Appellant now complains that the prosecutor’s question was an attempt to put inadmissible evidence before the jury. He argues that the question damaged his credibility, prejudicing him in the eyes of the jury. He concludes that the trial court should have realized the prejudice to him and declared a mistrial. At no time did defense counsel request a mistrial. Where defendant’s objection was sustained and no additional relief sought, we assume that the corrective action taken by the trial court was adequate. State v. Mitchell, 751 S.W.2d 65, 67 (Mo.App.1988). Since defendant received the relief that he sought, he cannot claim error. Id. Furthermore, the declaration of a mistrial is a drastic remedy *788that should be employed only in those extraordinary circumstances in which prejudice to the defendant cannot otherwise be removed. State v. Burgess, 800 S.W.2d 743, 746[7] (Mo. banc 1990). The decision to declare a mistrial rests largely in the discretion of the trial court which, having had an opportunity to observe the incident, is better able to determine whether prejudice necessitating a mistrial occurred. Id. For that reason, its decision will rarely be disturbed on appeal. Id. We decline to do so here.
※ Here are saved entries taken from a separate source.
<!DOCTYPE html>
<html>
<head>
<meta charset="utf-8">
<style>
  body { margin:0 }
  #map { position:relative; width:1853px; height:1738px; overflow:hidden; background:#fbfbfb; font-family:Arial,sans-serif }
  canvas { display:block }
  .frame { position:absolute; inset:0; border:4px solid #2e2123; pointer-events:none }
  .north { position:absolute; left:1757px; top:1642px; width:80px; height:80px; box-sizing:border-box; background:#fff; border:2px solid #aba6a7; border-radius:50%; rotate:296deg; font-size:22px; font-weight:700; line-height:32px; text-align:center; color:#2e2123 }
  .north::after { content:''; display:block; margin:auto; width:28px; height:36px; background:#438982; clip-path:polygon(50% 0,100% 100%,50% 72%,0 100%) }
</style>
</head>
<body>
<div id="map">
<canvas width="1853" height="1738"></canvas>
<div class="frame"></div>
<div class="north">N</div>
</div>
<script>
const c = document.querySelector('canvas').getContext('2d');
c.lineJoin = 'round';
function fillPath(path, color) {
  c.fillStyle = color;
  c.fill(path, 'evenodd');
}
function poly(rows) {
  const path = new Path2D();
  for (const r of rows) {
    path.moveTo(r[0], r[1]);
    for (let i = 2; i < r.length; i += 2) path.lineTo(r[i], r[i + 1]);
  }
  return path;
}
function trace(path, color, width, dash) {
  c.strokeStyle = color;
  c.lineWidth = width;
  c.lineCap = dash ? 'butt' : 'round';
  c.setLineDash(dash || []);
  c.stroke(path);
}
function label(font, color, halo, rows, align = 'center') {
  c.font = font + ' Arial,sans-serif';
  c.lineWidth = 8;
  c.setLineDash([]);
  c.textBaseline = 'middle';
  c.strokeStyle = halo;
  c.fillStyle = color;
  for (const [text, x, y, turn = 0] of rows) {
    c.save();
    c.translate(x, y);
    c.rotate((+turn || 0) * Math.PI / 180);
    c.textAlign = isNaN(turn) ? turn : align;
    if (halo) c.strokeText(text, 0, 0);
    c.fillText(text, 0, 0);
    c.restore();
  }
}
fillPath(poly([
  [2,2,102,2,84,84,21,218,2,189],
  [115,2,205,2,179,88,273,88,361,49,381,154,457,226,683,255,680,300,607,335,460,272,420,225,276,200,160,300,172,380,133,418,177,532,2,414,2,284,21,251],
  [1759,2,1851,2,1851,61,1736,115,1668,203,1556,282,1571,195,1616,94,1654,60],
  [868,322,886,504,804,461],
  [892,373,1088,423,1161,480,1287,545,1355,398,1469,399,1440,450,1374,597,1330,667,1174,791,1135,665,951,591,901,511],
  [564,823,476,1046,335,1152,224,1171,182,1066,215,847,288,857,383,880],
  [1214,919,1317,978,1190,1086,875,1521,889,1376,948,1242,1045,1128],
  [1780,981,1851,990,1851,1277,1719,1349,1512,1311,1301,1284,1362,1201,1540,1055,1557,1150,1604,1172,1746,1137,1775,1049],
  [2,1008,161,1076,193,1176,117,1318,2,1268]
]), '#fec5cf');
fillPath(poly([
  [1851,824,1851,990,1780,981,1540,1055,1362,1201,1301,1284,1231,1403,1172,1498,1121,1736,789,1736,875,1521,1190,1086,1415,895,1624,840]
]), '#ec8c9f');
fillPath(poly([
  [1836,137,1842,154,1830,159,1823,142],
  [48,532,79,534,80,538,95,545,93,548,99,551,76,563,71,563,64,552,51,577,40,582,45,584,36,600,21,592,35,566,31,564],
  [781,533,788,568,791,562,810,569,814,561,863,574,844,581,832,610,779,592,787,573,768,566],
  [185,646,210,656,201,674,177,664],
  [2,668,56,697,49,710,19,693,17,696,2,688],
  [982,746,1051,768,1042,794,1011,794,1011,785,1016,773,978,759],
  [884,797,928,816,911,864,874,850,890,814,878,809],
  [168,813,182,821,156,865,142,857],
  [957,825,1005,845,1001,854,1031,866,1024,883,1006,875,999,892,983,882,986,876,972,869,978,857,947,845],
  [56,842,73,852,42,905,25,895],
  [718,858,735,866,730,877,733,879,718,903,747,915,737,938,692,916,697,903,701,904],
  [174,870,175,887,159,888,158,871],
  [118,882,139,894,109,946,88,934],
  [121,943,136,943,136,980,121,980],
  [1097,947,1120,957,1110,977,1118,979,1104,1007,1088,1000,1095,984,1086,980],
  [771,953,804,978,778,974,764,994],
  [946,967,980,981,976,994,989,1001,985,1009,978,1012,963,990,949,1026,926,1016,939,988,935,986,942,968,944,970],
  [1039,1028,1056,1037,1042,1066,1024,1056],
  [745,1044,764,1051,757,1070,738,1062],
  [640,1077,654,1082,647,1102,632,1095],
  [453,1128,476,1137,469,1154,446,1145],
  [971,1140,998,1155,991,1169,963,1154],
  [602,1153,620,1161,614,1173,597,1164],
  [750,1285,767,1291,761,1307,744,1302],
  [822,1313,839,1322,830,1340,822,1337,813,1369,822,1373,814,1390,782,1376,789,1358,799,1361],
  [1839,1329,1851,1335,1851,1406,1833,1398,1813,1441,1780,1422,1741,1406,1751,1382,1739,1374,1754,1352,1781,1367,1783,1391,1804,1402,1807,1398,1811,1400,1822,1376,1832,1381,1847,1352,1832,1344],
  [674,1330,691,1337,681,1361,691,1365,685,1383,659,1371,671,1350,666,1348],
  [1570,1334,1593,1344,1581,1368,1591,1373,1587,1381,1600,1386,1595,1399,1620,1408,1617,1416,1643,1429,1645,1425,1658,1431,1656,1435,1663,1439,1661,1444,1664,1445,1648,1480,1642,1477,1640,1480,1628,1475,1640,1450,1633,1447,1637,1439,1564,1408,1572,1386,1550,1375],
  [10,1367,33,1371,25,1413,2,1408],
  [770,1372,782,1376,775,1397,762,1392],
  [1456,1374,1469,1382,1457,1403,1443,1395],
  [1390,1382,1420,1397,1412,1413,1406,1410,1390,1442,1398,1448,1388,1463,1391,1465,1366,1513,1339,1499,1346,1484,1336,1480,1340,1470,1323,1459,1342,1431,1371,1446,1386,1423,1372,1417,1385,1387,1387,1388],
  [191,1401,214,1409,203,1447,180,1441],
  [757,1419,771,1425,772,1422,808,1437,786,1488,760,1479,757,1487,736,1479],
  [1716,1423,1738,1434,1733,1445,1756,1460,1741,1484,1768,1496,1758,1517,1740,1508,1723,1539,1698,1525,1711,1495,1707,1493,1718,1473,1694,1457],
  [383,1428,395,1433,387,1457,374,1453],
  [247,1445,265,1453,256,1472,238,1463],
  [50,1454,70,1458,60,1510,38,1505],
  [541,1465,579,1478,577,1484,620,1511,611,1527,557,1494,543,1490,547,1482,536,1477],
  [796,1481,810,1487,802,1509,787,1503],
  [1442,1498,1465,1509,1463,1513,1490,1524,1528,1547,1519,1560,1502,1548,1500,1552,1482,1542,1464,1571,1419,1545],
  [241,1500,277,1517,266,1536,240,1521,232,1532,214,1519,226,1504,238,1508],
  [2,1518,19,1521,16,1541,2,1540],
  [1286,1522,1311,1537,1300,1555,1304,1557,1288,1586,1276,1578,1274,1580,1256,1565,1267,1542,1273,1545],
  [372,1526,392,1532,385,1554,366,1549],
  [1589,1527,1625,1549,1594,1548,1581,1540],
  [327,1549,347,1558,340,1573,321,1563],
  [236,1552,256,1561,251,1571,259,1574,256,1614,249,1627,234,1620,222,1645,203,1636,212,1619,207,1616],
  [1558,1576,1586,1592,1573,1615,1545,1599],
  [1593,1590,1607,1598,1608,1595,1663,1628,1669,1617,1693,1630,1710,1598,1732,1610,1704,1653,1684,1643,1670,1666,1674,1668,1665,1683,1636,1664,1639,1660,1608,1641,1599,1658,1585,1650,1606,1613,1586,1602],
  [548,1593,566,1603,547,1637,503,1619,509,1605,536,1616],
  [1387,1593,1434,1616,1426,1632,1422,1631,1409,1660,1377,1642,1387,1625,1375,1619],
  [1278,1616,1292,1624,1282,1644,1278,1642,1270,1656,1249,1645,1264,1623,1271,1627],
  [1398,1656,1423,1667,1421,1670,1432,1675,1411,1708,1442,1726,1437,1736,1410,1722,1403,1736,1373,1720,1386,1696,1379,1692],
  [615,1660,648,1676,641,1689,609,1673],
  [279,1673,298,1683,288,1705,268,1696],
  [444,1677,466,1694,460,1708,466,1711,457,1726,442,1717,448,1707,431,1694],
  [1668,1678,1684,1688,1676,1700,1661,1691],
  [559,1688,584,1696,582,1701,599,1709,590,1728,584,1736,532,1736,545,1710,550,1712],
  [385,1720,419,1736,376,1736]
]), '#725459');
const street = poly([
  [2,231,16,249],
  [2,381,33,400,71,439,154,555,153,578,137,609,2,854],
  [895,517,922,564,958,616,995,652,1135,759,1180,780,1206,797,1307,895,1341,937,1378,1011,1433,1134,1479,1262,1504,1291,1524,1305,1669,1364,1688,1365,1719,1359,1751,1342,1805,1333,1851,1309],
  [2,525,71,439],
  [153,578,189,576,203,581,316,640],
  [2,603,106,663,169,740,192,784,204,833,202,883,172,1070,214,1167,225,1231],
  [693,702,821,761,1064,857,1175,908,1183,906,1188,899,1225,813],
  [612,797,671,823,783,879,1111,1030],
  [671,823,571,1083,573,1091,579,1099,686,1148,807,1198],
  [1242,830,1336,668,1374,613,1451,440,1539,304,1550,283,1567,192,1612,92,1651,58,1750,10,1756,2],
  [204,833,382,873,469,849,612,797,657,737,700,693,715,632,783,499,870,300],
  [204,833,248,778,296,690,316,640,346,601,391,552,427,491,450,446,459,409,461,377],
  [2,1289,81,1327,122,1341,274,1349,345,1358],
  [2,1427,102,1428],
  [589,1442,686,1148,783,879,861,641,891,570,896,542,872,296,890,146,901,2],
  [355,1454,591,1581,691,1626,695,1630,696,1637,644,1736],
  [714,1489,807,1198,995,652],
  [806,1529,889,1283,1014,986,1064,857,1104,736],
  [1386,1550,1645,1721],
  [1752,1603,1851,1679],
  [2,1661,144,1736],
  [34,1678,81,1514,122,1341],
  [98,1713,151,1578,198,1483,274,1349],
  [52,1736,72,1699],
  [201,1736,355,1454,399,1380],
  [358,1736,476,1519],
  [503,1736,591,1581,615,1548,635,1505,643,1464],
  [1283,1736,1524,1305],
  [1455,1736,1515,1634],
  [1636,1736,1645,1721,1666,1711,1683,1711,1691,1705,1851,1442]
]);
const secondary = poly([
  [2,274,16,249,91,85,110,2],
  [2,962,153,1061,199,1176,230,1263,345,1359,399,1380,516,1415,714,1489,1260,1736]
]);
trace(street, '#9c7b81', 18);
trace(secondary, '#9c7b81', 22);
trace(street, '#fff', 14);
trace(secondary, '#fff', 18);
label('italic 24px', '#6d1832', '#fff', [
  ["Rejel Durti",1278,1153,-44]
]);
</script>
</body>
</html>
Nevertheless, we do not condone the conduct of the prosecutor’s action in having resorted to an unauthorized ex parte contact with defendant’s physician. We remind prosecutors of their unique role in the criminal justice system. See State v. Robinson, 835 S.W.2d 303, 306 (Mo. banc 1992). Prosecutors and the entire law enforcement community represent the State of Missouri. Id. The State’s interest in the criminal trial is not in convicting the innocent but that justice be done. Id. In circumstances different from those here, the prosecutor’s conduct might well warrant reversal. Nevertheless, in this case, the question did not refer to any matter not already before the jury so that, absent a request for a mistrial by the defense, the trial court’s failure to grant a mistrial sua sponte is not reversible error. Nixon’s seventh point is denied.

As his final point, and the sole issue in his Rule 29.15 appeal, Nixon posits that his sentence of seventy-seven years’ imprisonment to be excessive and cruel and unusual punishment. He states that there were no aggravating circumstances surrounding the incident, no serious injuries to the witnesses, and no prior offenses by him to warrant a sentence of this term. He declares that his punishment is grossly disproportionate to the seriousness of the crimes.

This court finds offensive Nixon’s argument that his sexual molestations ranging from rape, anal intercourse and oral sodomy of two women resulted in “no serious injuries to the witnesses.” Although Nixon was not a prior offender, his sentence was not excessive. His sentence was well within the statutory range of punishment prescribed by our Missouri legislature in Section 558.011, RSMo.1986. Nixon’s final point has no merit.

The judgments of the trial court and motion court are affirmed in all respects.

GARY M. GAERTNER, C.J., and SMITH, J., concur.

. Sections 566.060 and 566.030 now appear in RSMo.Cum.Supp.1992, following their amendment in 1990, effective August 28, 1990.

. We refer to victims by their initials only.